In this series, we will take a close look at the architecture of ActiveStorage for Rails.
In this first part, we will examine how ActiveStorage treats uploaded data and how to extend this process. The second part will explore how to augment the presentation of uploaded assets.
But first, let's quickly define what ActiveStorage does.
What Is ActiveStorage for Ruby on Rails?
Without recounting the entire ActiveStorage documentation, in a nutshell, ActiveStorage is an adapter to various forms of storing (mostly) user-generated files in your Ruby on Rails application in a straightforward way. The available storage backends can be divided into:
- Local disk storage
- Diverse flavors of cloud storage (most prominently Amazon S3 and compatible object storage providers)
Note: For the sake of completeness, there are also adapters to directly store binary data in your database, like active_storage-postgresql.
ActiveStorage allows you to transparently attach files to database records for easy access. You have probably already come across this API:
class User < ApplicationRecord has_one_attached :avatar end class Post < ApplicationRecord has_many_attached :images end
Here, the class methods has_one_attached
and has_many_attached
are responsible for wiring up your User
or Post
records with the respective attachments. But how does this magic work?

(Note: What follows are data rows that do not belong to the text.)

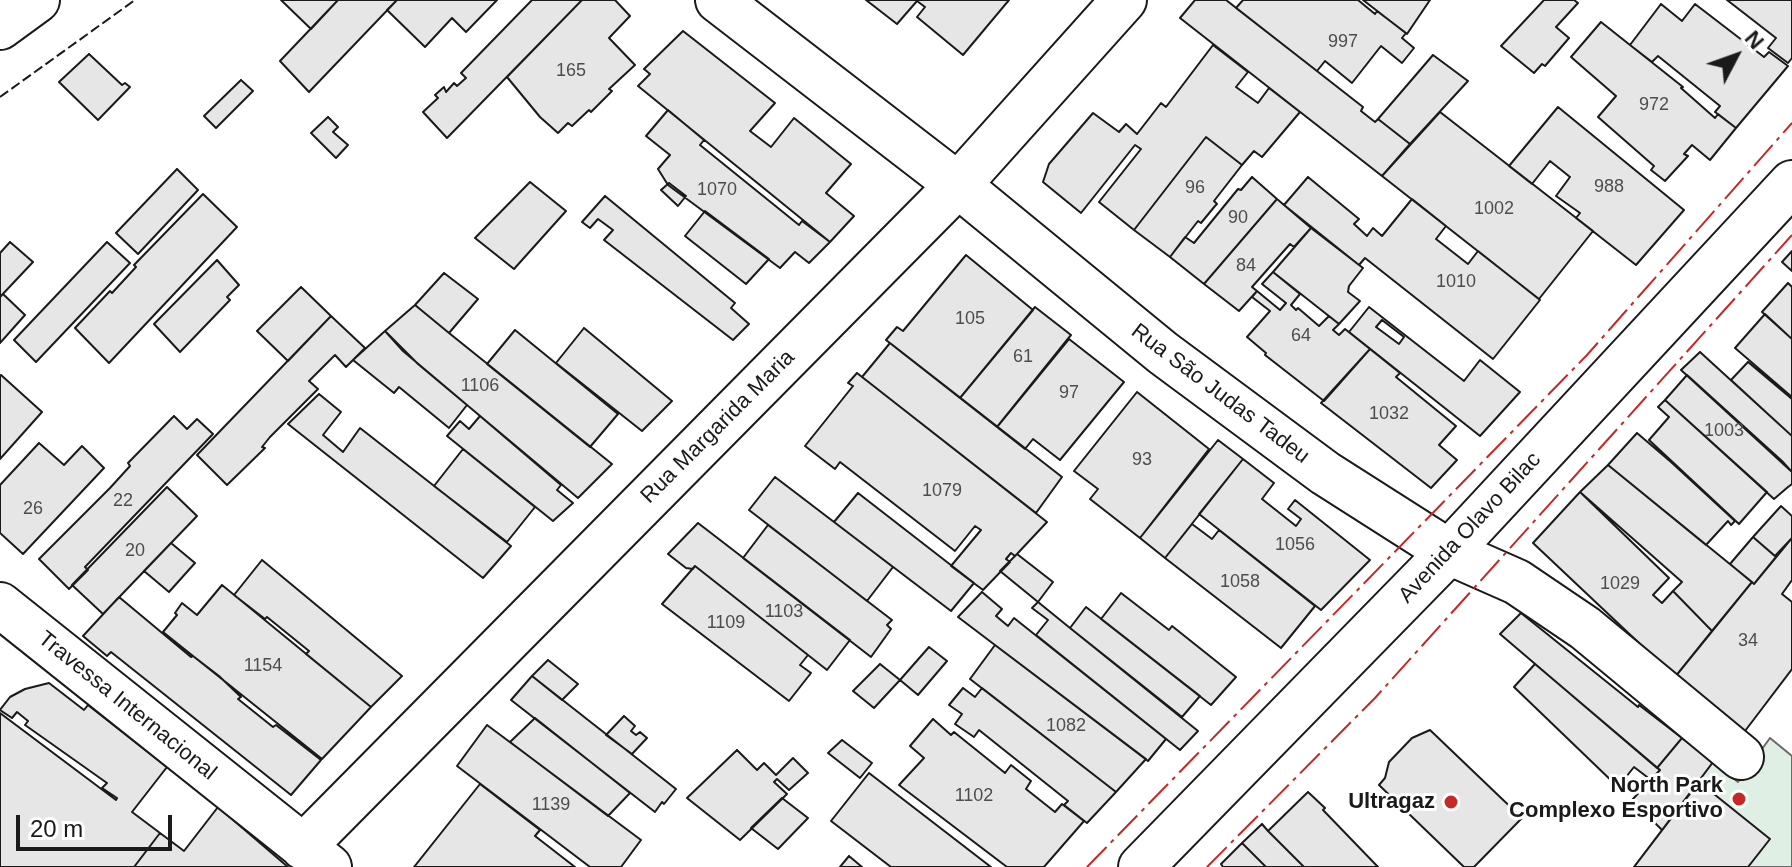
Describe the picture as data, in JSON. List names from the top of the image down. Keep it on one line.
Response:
{"streets":{"street":["Rua São Judas Tadeu","Rua Margarida Maria","Avenida Olavo Bilac","Travessa Internacional"]},"crossings":[["Rua São Judas Tadeu","Rua Margarida Maria"],["Rua São Judas Tadeu","Avenida Olavo Bilac"],["Rua Margarida Maria","Travessa Internacional"]],"places":["North Park Complexo Esportivo","Ultragaz"],"house_numbers":["997","165","972","988","96","1070","1002","90","84","1010","105","64","61","1106","97","1032","1003","93","1079","22","26","1056","20","1058","1029","1103","1109","34","1154","1082","1102","1139"],"scale_bar":"20 m","north":"top right"}
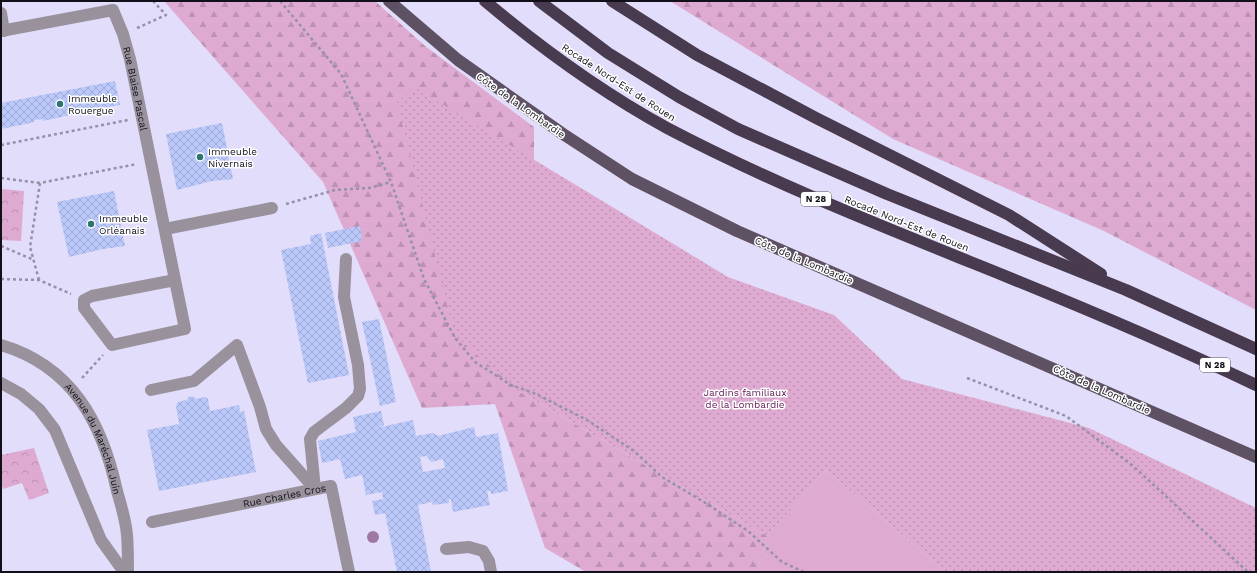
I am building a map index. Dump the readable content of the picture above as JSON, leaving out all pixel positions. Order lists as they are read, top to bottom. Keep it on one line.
{"streets":{"highway":["Rocade Nord-Est de Rouen","N 28"],"main road":["Côte de la Lombardie"],"street":["Rue Blaise Pascal","Avenue du Maréchal Juin","Rue Charles Cros"]},"parks":["Jardins familiaux de la Lombardie"],"places":["Immeuble Rouergue","Immeuble Nivernais","Immeuble Orléanais"]}
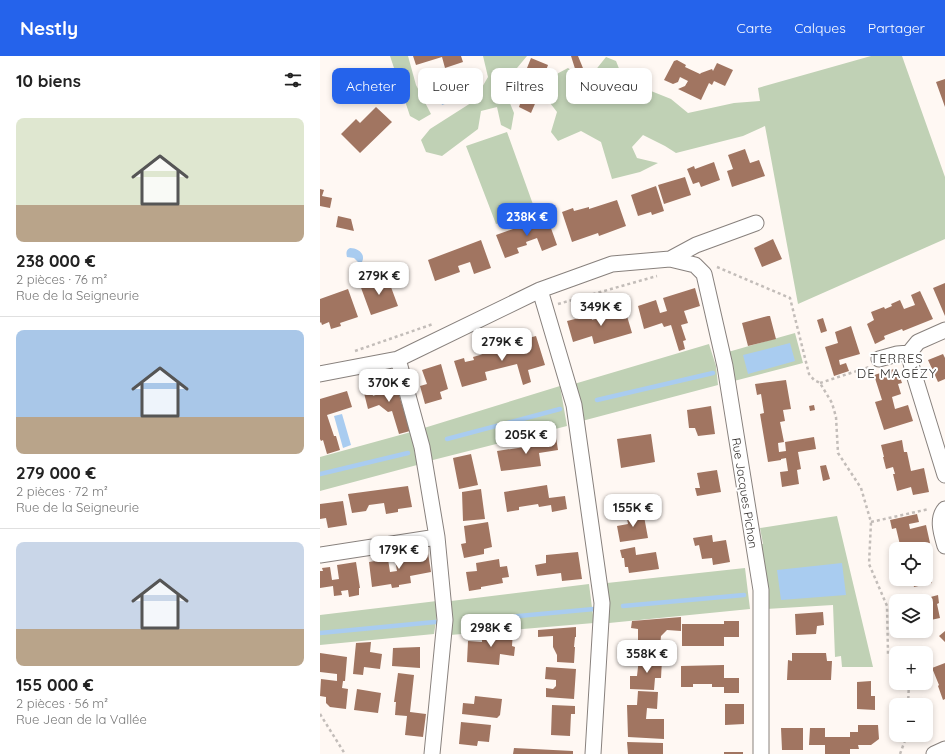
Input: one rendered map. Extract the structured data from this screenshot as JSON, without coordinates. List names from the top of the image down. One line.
{"streets":{"street":["Rue Jacques Pichon"]},"districts":["TERRES DE MAGÉZY"],"page":{"header":"Nestly","nav":["Carte","Calques","Partager"],"heading":"10 biens","chip":["Acheter","Louer","Filtres","Nouveau"],"list":[{"name":"238 000 €","note":"2 pièces · 76 m² · Rue de la Seigneurie"},{"name":"279 000 €","note":"2 pièces · 72 m² · Rue de la Seigneurie"},{"name":"155 000 €","note":"2 pièces · 56 m² · Rue Jean de la Vallée"}],"price":["238K €","279K €","349K €","279K €","370K €","205K €","155K €","179K €","298K €","358K €"],"map_buttons":["+","−"]}}
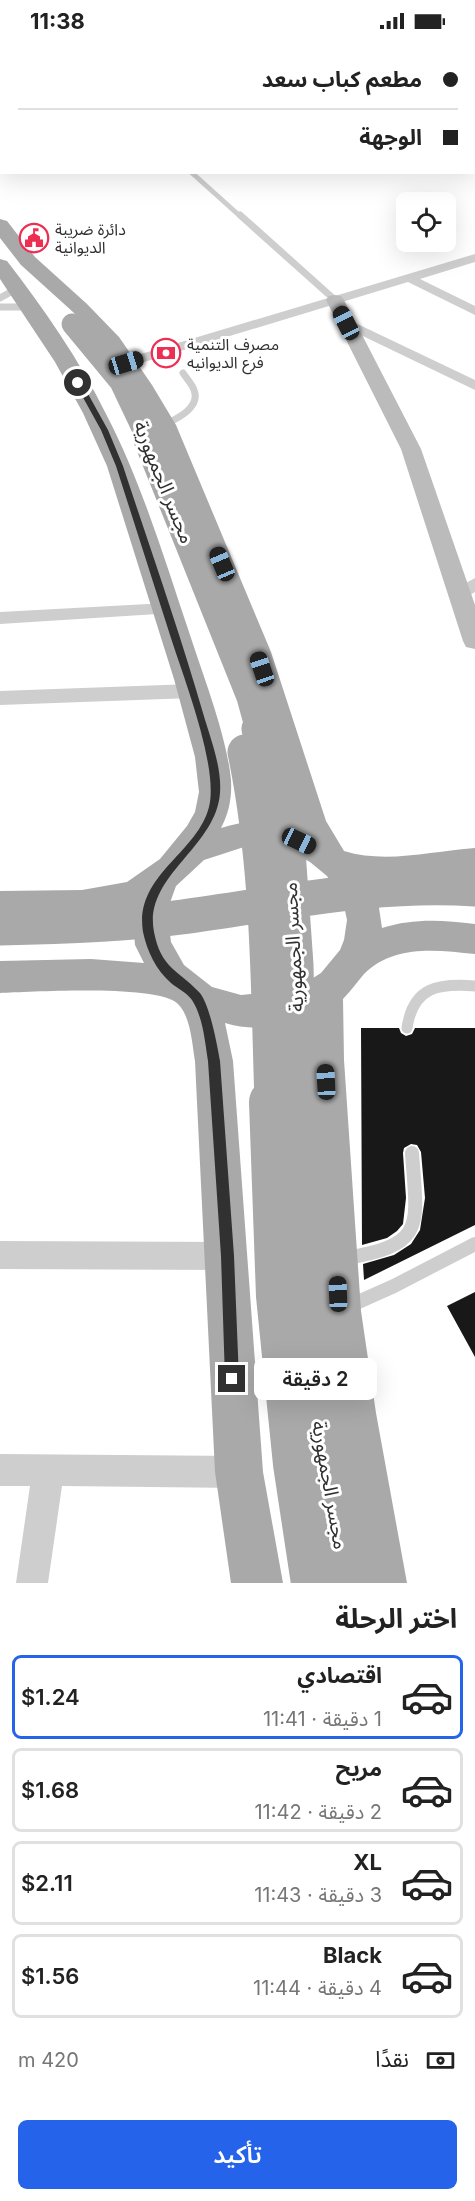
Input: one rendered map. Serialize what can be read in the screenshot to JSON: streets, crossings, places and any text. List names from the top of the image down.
{
  "streets": {
    "main road": ["مجسر الجمهورية"]
  },
  "places": {
    "public building": ["دائرة ضريبة الديوانية"],
    "bank": ["مصرف التنمية فرع الديوانيه"]
  },
  "page": {
    "status": "11:38",
    "banner": ["مطعم كباب سعد", "الوجهة"],
    "bubble": "2 دقيقة",
    "heading": "اختر الرحلة",
    "list": [
      {
        "name": "اقتصادي",
        "note": "1 دقيقة · 11:41",
        "value": "$1.24"
      },
      {
        "name": "مريح",
        "note": "2 دقيقة · 11:42",
        "value": "$1.68"
      },
      {
        "name": "XL",
        "note": "3 دقيقة · 11:43",
        "value": "$2.11"
      },
      {
        "name": "Black",
        "note": "4 دقيقة · 11:44",
        "value": "$1.56"
      }
    ],
    "pay": ["نقدًا", "420 m"],
    "buttons": "تأكيد"
  }
}
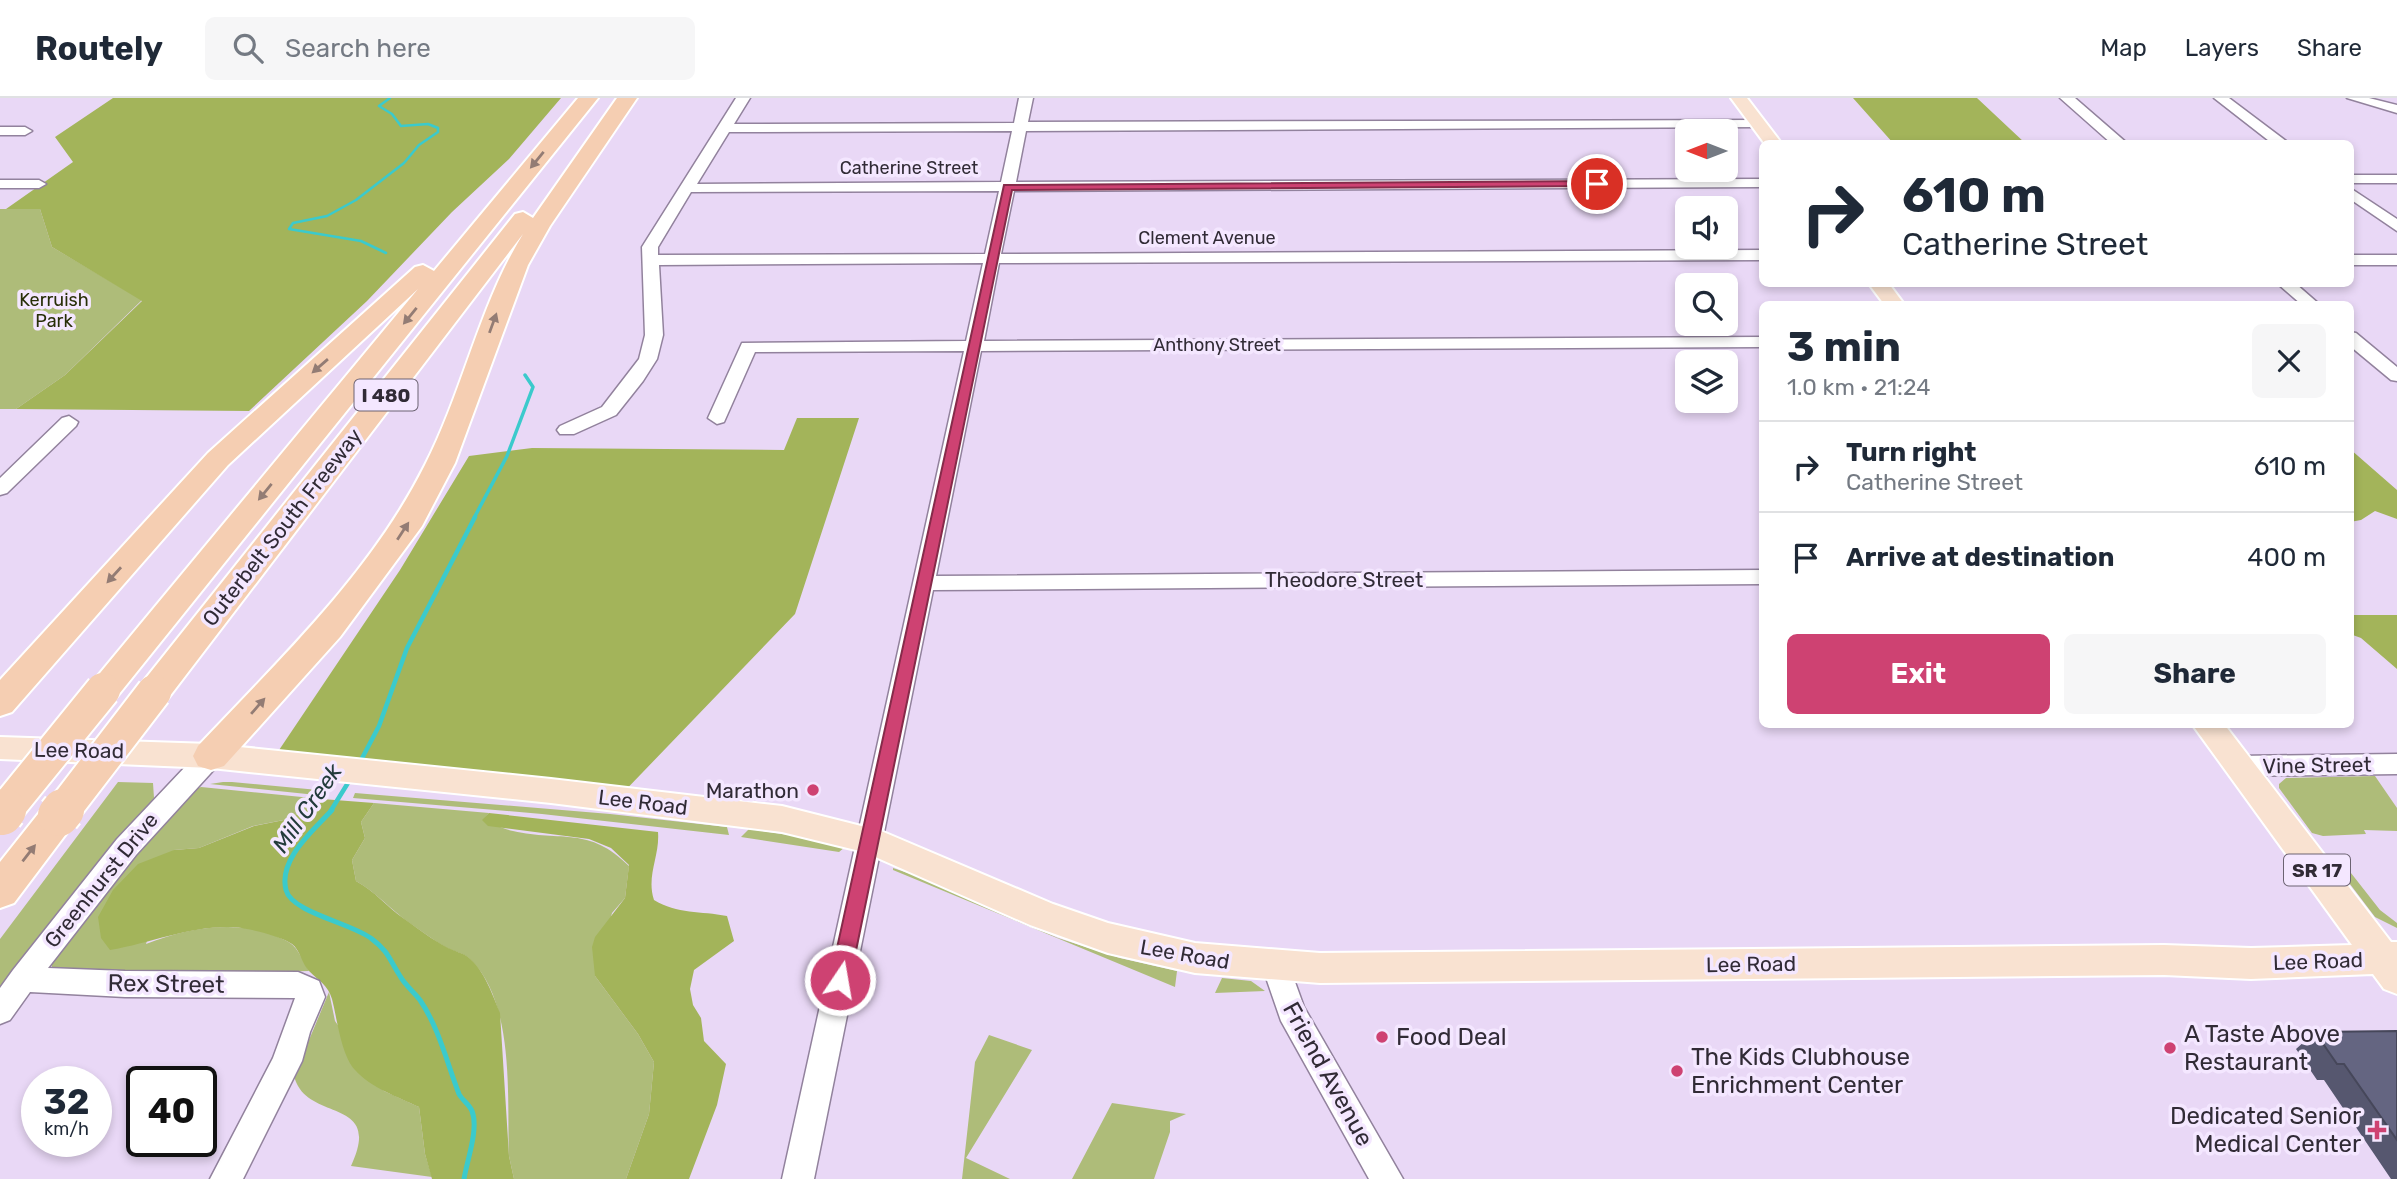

Under the hood, ActiveStorage uses two database tables generated when you install it. Here are their entries from the database schema definition:
create_table "active_storage_attachments", force: :cascade do |t| t.string "name", null: false t.string "record_type", null: false t.bigint "record_id", null: false t.bigint "blob_id", null: false t.datetime "created_at", null: false t.index ["blob_id"], name: "index_active_storage_attachments_on_blob_id" t.index ["record_type", "record_id", "name", "blob_id"], name: "index_active_storage_attachments_uniqueness", unique: true end create_table "active_storage_blobs", force: :cascade do |t| t.string "key", null: false t.string "filename", null: false t.string "content_type" t.text "metadata" t.string "service_name", null: false t.bigint "byte_size", null: false t.string "checksum" t.datetime "created_at", null: false t.index ["key"], name: "index_active_storage_blobs_on_key", unique: true end
The first table belongs to the join model ActiveStorage::Attachment
. It references a polymorphic record
(that's why the methods has_(one|many)_attached
can be called from any ActiveRecord model) as well as a Blob
. As you might correctly assume, this refers to the second table, which is mapped by the ActiveStorage::Blob
model. This acts as a data container for all that is needed to upload or download a file to one of the configured services. Let's take it apart a bit:
- The
key
attribute refers to how the blob is called at its actual storage location (in most cases, an S3 bucket). filename
is the original name of the file under which it was uploaded.content_type
is its analyzed MIME type.metadata
is a generic text column that can hold any metadata of the file, in JSON format. It's this column that our custom analyzers will make use of.service_name
is used to identify the service inconfig/storage.yml
to which this file was uploaded.byte_size
andchecksum
are exactly what you'd expect these attributes to store.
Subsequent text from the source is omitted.